Long-period comets take more than 200 years to complete an orbit around the Sun. As they approach Sun, they emit gas and dust. This cometary activity is what gives comets their striking appearance in the sky and makes them relatively easy for astronomers to find.
This activity slows over successive orbits for comets passing near or inside Earth’s orbit. University of Oklahoma astronomer Nathan Kaib has found this same comet-fading phenomenon occurs as comets make repeated passages through the more distant region beyond Saturn.
University of Oklahoma astronomer Nathan Kaib said, “Long-period comets, those that take at least hundreds of years to go around the Sun once, spend most of their lives thousands of times further from the Sun than the Earth is. However, sometimes they develop highly elliptical orbits and, in turn, make regular incursions toward the Sun and its nearby planets.
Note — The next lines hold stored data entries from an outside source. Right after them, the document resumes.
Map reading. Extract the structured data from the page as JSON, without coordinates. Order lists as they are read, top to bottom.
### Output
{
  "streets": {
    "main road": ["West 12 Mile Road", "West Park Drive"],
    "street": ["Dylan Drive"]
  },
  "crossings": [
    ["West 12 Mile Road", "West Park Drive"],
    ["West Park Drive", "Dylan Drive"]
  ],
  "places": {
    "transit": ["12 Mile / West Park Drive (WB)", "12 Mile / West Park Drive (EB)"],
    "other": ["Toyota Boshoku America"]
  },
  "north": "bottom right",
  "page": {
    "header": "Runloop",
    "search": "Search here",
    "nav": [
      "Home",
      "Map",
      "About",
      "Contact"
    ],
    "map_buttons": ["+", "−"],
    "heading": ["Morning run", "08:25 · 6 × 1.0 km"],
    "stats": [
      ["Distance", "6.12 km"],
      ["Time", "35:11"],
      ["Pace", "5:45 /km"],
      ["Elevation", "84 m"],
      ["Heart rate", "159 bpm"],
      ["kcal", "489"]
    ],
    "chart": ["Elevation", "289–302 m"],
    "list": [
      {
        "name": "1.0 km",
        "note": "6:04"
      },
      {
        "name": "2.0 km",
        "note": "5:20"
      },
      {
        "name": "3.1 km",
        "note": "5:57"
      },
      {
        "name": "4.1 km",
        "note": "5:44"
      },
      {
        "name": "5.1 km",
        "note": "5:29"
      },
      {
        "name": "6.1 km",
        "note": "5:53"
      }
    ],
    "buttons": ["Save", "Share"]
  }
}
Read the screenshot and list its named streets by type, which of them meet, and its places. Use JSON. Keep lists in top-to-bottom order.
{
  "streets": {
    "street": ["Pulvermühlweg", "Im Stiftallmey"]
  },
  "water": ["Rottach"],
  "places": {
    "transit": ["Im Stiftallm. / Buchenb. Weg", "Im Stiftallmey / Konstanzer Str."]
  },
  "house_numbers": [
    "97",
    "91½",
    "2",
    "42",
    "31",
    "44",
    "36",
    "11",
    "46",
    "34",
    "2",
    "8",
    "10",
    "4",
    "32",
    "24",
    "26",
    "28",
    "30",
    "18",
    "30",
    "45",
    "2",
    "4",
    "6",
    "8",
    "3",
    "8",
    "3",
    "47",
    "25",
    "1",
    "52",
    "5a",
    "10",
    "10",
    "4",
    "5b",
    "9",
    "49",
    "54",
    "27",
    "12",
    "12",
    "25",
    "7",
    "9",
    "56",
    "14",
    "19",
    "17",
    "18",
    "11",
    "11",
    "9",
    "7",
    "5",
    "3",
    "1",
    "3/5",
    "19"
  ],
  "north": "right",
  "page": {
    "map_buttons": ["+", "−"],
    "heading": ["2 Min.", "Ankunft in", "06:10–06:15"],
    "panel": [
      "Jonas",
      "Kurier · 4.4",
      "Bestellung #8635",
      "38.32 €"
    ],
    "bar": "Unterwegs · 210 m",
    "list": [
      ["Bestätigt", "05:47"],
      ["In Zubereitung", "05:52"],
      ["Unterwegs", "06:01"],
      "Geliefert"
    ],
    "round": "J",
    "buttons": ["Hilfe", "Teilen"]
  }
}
As these comets approach the Sun, its intense heat turns their icy surfaces into gas.”
“As extreme heating from the Sun steadily depletes their surface ice supply, the activity of comets passing near Earth diminishes, or fades, over time.”
In this study, Kaib found that this fading phenomenon also happens among comets passing through the outer solar system near or past Saturn’s orbit. The fascinating fact is that such comets experience much weaker heating from the Sun than those nearer Earth.
Kaib ran computer simulations of comets traveling near the outer solar system’s giant planets. He showed that the gravity of the giant planets quickly shrinks the orbits of distant comets. This makes smaller excursions away from the Sun in between passages through the outer solar system.
Kaib said, “We should therefore expect the outer solar system to have many more comets on these shrunken orbits than those on larger orbits. Instead, astronomers see the opposite; distant comets with shrunken orbits are almost absent from astronomers’ observations, and comets with larger orbits dominate our census of the outer solar system. Rapid comet fading during this orbit-shrinking explains this paradox since it will effectively make older comets invisible to astronomers’ searches.”
“Fading among distant comets was discovered by combining the results of computer simulations of comet production with the current catalog of known distant comets. These distant comets are faint and extremely difficult to detect, and comet-observing campaigns have taken great pains to build this catalog over the past 20 years. Without it, this current work would not have been possible.”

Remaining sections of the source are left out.